### Goal of the exercise
Go through the data that follows and restate each line exactly as it reads.

### Stored data
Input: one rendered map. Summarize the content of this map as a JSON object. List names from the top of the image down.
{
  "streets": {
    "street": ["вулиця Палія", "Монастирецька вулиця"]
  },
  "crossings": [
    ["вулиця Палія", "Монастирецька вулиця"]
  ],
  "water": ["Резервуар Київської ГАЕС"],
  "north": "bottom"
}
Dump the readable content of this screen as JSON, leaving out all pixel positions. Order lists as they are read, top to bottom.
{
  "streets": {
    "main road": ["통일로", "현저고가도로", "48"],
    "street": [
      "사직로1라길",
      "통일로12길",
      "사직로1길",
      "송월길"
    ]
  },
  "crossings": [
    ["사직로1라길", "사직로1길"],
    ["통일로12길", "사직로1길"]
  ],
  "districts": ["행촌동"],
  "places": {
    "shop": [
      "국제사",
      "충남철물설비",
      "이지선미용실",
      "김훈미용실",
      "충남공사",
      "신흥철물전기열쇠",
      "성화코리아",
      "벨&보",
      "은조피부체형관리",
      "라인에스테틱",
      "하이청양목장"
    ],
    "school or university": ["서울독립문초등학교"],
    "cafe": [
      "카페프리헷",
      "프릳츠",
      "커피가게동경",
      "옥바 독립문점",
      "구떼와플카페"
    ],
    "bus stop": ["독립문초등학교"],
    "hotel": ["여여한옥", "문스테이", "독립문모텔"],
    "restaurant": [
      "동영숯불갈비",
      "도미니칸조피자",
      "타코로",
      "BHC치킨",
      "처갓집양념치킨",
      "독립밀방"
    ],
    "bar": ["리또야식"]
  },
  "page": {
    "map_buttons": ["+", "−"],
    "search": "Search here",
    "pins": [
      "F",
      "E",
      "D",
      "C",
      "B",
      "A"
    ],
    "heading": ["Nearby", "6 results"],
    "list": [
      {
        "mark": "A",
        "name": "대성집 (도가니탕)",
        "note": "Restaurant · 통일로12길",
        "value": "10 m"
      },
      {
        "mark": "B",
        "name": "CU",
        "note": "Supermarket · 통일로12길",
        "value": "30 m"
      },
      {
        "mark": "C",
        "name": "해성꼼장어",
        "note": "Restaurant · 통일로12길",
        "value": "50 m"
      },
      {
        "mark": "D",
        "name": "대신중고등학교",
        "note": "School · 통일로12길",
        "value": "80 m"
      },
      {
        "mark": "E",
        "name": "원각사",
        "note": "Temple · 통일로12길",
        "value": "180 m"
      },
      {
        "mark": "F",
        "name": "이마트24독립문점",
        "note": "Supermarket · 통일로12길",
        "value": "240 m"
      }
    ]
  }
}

### Your response
Input: one rendered map. Summarize the content of this map as a JSON object. List names from the top of the image down.
{
  "streets": {
    "street": ["вулиця Палія", "Монастирецька вулиця"]
  },
  "crossings": [
    ["вулиця Палія", "Монастирецька вулиця"]
  ],
  "water": ["Резервуар Київської ГАЕС"],
  "north": "bottom"
}
Dump the readable content of this screen as JSON, leaving out all pixel positions. Order lists as they are read, top to bottom.
{
  "streets": {
    "main road": ["통일로", "현저고가도로", "48"],
    "street": [
      "사직로1라길",
      "통일로12길",
      "사직로1길",
      "송월길"
    ]
  },
  "crossings": [
    ["사직로1라길", "사직로1길"],
    ["통일로12길", "사직로1길"]
  ],
  "districts": ["행촌동"],
  "places": {
    "shop": [
      "국제사",
      "충남철물설비",
      "이지선미용실",
      "김훈미용실",
      "충남공사",
      "신흥철물전기열쇠",
      "성화코리아",
      "벨&보",
      "은조피부체형관리",
      "라인에스테틱",
      "하이청양목장"
    ],
    "school or university": ["서울독립문초등학교"],
    "cafe": [
      "카페프리헷",
      "프릳츠",
      "커피가게동경",
      "옥바 독립문점",
      "구떼와플카페"
    ],
    "bus stop": ["독립문초등학교"],
    "hotel": ["여여한옥", "문스테이", "독립문모텔"],
    "restaurant": [
      "동영숯불갈비",
      "도미니칸조피자",
      "타코로",
      "BHC치킨",
      "처갓집양념치킨",
      "독립밀방"
    ],
    "bar": ["리또야식"]
  },
  "page": {
    "map_buttons": ["+", "−"],
    "search": "Search here",
    "pins": [
      "F",
      "E",
      "D",
      "C",
      "B",
      "A"
    ],
    "heading": ["Nearby", "6 results"],
    "list": [
      {
        "mark": "A",
        "name": "대성집 (도가니탕)",
        "note": "Restaurant · 통일로12길",
        "value": "10 m"
      },
      {
        "mark": "B",
        "name": "CU",
        "note": "Supermarket · 통일로12길",
        "value": "30 m"
      },
      {
        "mark": "C",
        "name": "해성꼼장어",
        "note": "Restaurant · 통일로12길",
        "value": "50 m"
      },
      {
        "mark": "D",
        "name": "대신중고등학교",
        "note": "School · 통일로12길",
        "value": "80 m"
      },
      {
        "mark": "E",
        "name": "원각사",
        "note": "Temple · 통일로12길",
        "value": "180 m"
      },
      {
        "mark": "F",
        "name": "이마트24독립문점",
        "note": "Supermarket · 통일로12길",
        "value": "240 m"
      }
    ]
  }
}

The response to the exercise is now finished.